Sun Dried Tomato Pizza

I was thinking of a light afternoon snack I could have and was craving a flatbread or tortilla type thing. I took a look in the fridge to see what if had to offer and I found a light tomato flatbread and in the same drawer was fat free shredded cheddar cheese. I had the idea of a quesadilla type thing, but then decided to keep scoping out the cupboards and what else was in the fridge I found sun dried tomatoes, which led me to the kalamata olives, we also had some basil leaves left over from a previous recipe. I topped the flatbread with a bit of the cheddar, sprinkled some sun dried tomatoes, pieces of olives, and chopped basil and then sprayed a little cooking spray olive oil on top. Put it the oven on broil for ONLY 60 seconds. Pulled it out of the oven and felt it could still use something else...peeked once again in the fridge and found feta! I then sprinkled a little of that over it and ta'da!
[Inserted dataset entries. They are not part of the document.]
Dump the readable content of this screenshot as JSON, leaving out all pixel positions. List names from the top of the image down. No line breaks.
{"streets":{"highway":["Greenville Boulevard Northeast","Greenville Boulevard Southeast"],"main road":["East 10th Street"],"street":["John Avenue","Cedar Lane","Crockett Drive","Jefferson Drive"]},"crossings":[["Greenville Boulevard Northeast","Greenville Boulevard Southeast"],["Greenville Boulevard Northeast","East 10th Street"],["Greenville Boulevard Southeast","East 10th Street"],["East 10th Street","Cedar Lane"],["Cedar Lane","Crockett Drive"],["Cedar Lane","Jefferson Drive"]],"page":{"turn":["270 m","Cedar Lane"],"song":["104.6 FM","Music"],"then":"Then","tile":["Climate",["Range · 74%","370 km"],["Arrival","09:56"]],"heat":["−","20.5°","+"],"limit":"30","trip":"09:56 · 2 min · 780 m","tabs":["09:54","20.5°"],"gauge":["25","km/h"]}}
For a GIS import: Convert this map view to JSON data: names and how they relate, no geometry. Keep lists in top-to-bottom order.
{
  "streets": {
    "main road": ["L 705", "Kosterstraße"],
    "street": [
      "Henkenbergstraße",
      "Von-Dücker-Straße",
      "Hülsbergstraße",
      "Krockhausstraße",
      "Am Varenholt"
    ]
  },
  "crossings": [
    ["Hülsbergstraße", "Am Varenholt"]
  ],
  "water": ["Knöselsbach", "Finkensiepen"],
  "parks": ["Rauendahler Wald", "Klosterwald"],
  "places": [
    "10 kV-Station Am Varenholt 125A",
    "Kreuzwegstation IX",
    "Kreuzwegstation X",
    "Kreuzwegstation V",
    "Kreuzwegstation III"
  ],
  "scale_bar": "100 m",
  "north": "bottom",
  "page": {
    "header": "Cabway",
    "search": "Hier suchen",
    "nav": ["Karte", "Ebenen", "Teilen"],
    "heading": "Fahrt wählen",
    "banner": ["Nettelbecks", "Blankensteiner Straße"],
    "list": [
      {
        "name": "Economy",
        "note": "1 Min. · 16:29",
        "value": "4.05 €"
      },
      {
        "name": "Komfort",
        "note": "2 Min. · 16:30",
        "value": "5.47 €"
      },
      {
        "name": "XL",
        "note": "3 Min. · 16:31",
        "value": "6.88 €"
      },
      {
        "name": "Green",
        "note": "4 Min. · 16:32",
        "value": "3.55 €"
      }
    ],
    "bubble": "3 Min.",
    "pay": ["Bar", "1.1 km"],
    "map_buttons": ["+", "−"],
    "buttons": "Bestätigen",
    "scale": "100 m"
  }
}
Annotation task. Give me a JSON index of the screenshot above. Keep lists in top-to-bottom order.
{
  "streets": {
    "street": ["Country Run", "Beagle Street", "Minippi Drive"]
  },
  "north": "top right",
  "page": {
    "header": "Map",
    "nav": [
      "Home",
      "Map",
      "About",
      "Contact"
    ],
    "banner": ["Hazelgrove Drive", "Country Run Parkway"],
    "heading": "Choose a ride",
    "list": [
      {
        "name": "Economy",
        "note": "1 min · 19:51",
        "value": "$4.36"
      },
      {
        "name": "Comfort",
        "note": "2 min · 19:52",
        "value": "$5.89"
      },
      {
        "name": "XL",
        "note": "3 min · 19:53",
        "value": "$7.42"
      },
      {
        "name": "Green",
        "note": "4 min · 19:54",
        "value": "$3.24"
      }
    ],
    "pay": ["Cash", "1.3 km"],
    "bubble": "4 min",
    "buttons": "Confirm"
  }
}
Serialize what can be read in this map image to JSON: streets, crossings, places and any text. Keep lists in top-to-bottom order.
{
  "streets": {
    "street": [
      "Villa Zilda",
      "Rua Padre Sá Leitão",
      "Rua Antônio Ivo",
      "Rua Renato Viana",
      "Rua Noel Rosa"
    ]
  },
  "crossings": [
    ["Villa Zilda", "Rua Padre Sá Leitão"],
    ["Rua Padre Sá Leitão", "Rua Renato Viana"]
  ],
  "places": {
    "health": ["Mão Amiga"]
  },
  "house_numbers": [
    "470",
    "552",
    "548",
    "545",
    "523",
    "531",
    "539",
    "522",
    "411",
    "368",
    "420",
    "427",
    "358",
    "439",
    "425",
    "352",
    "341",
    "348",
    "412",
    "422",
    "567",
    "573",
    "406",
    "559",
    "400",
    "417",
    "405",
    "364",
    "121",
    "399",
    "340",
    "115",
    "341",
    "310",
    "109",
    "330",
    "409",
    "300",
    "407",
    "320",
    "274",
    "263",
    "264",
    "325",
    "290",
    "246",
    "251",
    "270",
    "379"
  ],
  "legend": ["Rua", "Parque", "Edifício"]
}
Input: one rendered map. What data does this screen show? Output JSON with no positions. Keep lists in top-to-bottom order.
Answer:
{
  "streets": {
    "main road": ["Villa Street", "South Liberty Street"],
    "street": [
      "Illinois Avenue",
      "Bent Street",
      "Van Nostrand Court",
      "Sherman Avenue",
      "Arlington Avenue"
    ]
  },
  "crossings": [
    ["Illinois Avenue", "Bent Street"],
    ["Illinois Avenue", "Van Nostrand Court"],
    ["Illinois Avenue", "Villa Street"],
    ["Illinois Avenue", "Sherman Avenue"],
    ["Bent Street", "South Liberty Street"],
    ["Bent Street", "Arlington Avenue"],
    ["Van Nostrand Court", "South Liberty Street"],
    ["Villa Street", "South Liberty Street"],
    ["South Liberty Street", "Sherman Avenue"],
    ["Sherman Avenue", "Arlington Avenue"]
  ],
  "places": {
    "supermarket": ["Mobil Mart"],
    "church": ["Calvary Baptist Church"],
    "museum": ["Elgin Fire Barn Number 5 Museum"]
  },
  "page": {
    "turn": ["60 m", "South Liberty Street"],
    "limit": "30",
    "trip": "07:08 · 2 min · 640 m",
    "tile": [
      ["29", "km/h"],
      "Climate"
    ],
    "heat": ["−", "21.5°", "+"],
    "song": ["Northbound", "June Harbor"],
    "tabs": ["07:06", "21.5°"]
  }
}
This was super tasty!! I didn't figure the nutrition facts, but in a rough guess it is less than 200 calories. :)

Cheez-It Peanut Butter Sandwiches

It is Sunday, give me a break! ;) Snack and munchy day for sure! Well here is one I just thought of and they turned out cute and tasty! It is a nice sweet and savory snack that adults and kids love!



 I used reduced fat Cheez-It's and only the very tip of the knife (approx 1/4 tsp) of crunchy peanut butter. I would have preferred creamy, but we were out.